Lines below that include "bottom" are the answer; copy each one.

START INPUT DATA

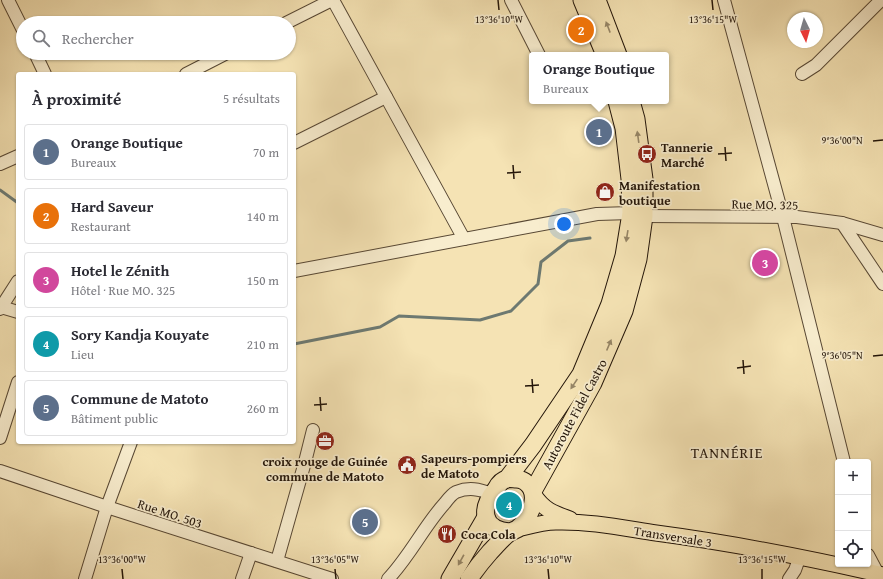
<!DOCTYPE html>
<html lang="fr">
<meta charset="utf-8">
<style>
body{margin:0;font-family:"Gentium Book Plus",serif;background:#f7f7f7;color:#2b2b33}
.controls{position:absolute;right:12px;bottom:12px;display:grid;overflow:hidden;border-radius:4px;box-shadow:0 1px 3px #0004}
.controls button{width:36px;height:36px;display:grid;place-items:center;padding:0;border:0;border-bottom:1px solid #e1e1e2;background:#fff;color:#2b2b33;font:20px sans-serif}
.compass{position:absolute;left:787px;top:12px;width:36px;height:36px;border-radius:50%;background:#fff;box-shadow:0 1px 3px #0004;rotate:175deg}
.you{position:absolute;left:564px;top:224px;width:14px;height:14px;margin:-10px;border:3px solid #fff;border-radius:50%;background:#1a73e8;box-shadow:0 0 0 6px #1a73e833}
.badge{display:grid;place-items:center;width:26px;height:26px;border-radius:50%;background:#8f2418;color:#fff;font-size:13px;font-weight:700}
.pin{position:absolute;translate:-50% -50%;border:2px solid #fff;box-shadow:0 1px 4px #0006}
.popup{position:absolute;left:529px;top:52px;width:140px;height:52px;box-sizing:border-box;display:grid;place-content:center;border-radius:4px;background:#fff;filter:drop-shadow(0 1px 3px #0005);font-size:13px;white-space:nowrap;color:#7c7c81}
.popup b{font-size:15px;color:#2b2b33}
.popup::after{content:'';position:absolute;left:50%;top:100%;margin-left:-8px;border:8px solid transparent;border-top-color:#fff}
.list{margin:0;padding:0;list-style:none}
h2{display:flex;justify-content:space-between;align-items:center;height:52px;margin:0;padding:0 16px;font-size:17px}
h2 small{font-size:13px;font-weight:400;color:#7c7c81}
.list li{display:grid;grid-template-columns:26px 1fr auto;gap:12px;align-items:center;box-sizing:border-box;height:56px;margin:0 8px 8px;padding:0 8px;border:1px solid #e1e1e2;border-radius:4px}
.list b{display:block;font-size:15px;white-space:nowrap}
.list p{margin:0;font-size:13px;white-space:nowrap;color:#7c7c81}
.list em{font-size:13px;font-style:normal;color:#7c7c81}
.icon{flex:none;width:22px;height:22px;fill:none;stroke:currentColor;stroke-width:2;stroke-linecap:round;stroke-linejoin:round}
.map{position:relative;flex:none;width:883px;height:579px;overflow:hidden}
.search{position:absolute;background:#fff;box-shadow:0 1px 3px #0004;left:16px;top:16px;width:280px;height:44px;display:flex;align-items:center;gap:10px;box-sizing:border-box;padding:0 14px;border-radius:22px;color:#7c7c81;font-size:15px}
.panel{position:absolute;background:#fff;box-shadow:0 1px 3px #0004;left:16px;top:72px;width:280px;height:372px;border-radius:4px}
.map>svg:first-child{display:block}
</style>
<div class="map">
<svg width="883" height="579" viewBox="0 0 883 579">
<rect width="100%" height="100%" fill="#f5e3b4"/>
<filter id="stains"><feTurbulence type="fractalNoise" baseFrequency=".005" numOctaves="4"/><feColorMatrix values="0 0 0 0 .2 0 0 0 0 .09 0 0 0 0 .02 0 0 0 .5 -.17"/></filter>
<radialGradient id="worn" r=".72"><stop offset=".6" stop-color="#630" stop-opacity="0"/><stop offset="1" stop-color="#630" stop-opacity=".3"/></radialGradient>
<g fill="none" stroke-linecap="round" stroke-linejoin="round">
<g stroke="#6d7971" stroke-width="3">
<path d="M0,190L18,203"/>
<path d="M294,344L380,327L399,316L480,320L511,311L538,284L541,262L568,241L590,238"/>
</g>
<defs>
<g id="minor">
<path d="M8,0L23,30"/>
<path d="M333,0L464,239"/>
<path d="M511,0L539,55"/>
<path d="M724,0L783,217L844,462"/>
<path d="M286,23L332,0"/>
<path d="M35,53L45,74"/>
<path d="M186,74L227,53"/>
<path d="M802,74L816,65L881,0"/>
<path d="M294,143L386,97"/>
<path d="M0,164L18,156"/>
<path d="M644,216L797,217L842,223L883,235"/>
<path d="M842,223L883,284"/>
<path d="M294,271L597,214L631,213"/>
<path d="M1,307L18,312"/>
<path d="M0,309L18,281"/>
<path d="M0,438L18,382"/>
<path d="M0,471L107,507L332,579"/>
<path d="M868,555L878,574L876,579"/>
<path d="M277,561L305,462L313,430"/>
<path d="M85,579L107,507L131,442"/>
<path d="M242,579L251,553"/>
<path d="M388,579C410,556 424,526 445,503C448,499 452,494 456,492C469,487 479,489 492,494"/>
<path d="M789,579L795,570L800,556"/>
</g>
<g id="major">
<path d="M534,495C544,510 553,513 570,519"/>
<path d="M518,529C530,526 543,522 556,522C589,521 623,528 656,533C732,543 808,558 883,575"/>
</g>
<g id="highway">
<path d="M582,0L605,55"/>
<path d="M597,0L618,55"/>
<path d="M507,479L533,445L581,374L610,304L624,256L631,213L630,179L624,128L617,101"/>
<path d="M533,491L593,383L624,311L638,259L644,216V179L636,119L631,101"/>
<path d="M450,579L486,517"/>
<path d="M469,579C475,570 482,561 490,552C496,546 502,538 509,533C512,531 515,530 517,529C528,521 538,501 531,488C528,483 522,479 516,479C514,479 509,478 507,479C502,480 498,485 496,489C480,509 481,529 510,532"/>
</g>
</defs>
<use href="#minor" stroke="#584834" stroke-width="14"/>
<use href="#major" stroke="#231509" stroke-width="17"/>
<use href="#highway" stroke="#231509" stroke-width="19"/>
<use href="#minor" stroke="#f8edce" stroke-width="12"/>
<use href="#major" stroke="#f5e3b4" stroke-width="15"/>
<use href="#highway" stroke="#f5e3b4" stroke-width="17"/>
</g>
<defs><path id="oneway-solid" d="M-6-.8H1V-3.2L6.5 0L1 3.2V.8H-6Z"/></defs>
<g fill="#968667">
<use href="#oneway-solid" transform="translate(608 27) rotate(-111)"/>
<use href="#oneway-solid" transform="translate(638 137) rotate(-98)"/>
<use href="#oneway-solid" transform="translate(627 236) rotate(99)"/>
<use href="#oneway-solid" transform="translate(609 345) rotate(-67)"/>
<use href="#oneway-solid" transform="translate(574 384) rotate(124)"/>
<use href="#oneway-solid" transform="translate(461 560) rotate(119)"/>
</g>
<path fill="none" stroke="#231509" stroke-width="1.5" d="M498,0L499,10M712,0L713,10M873,141L883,140M725,147L726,161M718,154L732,153M513,165L514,179M507,173L521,172M873,356L883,355M743,360L744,374M737,368L751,366M532,379L533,393M525,386L539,385M320,397L321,411M314,405L327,404M122,569L123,579M335,569L336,579M548,569L549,579M762,569V579"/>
<defs>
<symbol id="bus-disc" viewBox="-11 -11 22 22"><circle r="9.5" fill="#8f2418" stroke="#f8edce"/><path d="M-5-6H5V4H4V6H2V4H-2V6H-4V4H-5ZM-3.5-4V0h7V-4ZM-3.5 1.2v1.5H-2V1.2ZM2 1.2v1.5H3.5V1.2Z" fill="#fff"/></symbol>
<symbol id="shop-disc" viewBox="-11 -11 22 22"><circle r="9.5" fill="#8f2418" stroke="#f8edce"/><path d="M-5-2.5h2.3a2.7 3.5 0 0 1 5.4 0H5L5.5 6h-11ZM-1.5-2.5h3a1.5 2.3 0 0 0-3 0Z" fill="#fff"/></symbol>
<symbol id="office-disc" viewBox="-11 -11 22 22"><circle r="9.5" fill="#8f2418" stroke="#f8edce"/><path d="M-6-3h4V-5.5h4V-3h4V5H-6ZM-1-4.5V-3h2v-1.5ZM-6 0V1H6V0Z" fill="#fff"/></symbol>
<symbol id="civic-disc" viewBox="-11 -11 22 22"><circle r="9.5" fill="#8f2418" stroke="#f8edce"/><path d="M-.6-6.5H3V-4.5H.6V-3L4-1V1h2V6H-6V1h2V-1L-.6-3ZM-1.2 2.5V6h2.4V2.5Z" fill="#fff"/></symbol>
<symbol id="restaurant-disc" viewBox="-11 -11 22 22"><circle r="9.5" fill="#8f2418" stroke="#f8edce"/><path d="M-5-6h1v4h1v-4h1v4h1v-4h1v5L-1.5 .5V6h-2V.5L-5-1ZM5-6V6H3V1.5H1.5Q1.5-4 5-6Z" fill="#fff"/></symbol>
</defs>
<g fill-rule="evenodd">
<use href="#bus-disc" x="636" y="143" width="22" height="22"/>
<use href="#shop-disc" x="594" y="181" width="22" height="22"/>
<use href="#office-disc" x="314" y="430" width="22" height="22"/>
<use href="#civic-disc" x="396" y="454" width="22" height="22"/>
<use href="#restaurant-disc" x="436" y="523" width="22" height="22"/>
</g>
<g text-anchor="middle" stroke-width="3.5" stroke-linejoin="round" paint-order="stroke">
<g font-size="13" font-weight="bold" fill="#231509" stroke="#f8edce" text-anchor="start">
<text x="661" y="152">Tannerie<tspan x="661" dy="15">Marché</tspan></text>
<text x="619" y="190">Manifestation<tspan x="619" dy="15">boutique</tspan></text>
<text x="421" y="463">Sapeurs-pompiers<tspan x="421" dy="15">de Matoto</tspan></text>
<text x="325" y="466" text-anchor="middle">croix rouge de Guinée<tspan x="325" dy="15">commune de Matoto</tspan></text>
<text x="461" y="539">Coca Cola</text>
</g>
<g font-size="13" fill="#231509" stroke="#f8edce">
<text transform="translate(765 204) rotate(1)" y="5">Rue MO. 325</text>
<text transform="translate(574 414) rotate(-62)" y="5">Autoroute Fidel Castro</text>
<text transform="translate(170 513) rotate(18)" y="5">Rue MO. 503</text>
<text transform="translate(673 536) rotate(9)" y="5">Transversale 3</text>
</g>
<g font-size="15" letter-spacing="1" fill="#231509" stroke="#f8edce">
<text x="727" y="458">TANNÉRIE</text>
</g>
</g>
<g font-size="10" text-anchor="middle" fill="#231509" stroke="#f8edce" stroke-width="3.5" stroke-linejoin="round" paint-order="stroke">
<text x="499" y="23">13°36'10"W</text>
<text x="713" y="23">13°36'15"W</text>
<text x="842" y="144">9°36'00"N</text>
<text x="842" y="359">9°36'05"N</text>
<text x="122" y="563">13°36'00"W</text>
<text x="335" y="563">13°36'05"W</text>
<text x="548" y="563">13°36'10"W</text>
<text x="762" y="563">13°36'15"W</text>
</g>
<rect width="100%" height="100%" filter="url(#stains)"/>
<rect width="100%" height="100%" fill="url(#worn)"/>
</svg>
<div class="controls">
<button>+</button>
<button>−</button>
<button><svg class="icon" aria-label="locate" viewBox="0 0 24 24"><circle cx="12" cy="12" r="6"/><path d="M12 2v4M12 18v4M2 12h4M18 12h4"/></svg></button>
</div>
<svg class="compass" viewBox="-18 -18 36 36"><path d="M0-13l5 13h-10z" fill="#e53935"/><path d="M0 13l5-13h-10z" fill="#7c7c81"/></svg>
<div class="you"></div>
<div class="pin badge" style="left:599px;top:132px;background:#5c6f8a">1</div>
<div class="popup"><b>Orange Boutique</b>Bureaux</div>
<div class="pin badge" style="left:581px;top:30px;background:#e8710a">2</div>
<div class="pin badge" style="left:765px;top:263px;background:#d1479c">3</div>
<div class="pin badge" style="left:509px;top:505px;background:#0f9aa8">4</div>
<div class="pin badge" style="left:365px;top:522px;background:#5c6f8a">5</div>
<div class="search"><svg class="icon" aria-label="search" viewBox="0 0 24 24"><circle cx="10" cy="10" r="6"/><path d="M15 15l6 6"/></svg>Rechercher</div>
<section class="panel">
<h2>À proximité<small>5 résultats</small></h2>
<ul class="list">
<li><span class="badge" style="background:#5c6f8a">1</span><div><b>Orange Boutique</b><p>Bureaux</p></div><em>70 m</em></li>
<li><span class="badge" style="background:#e8710a">2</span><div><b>Hard Saveur</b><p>Restaurant</p></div><em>140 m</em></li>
<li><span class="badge" style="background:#d1479c">3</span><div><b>Hotel le Zénith</b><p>Hôtel · Rue MO. 325</p></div><em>150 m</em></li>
<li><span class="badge" style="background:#0f9aa8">4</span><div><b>Sory Kandja Kouyate</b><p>Lieu</p></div><em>210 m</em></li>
<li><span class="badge" style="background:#5c6f8a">5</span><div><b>Commune de Matoto</b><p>Bâtiment public</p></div><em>260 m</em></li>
</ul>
</section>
</div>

END INPUT DATA

**TASK RESULT**
.controls{position:absolute;right:12px;bottom:12px;display:grid;overflow:hidden;border-radius:4px;box-shadow:0 1px 3px #0004}
.controls button{width:36px;height:36px;display:grid;place-items:center;padding:0;border:0;border-bottom:1px solid #e1e1e2;background:#fff;color:#2b2b33;font:20px sans-serif}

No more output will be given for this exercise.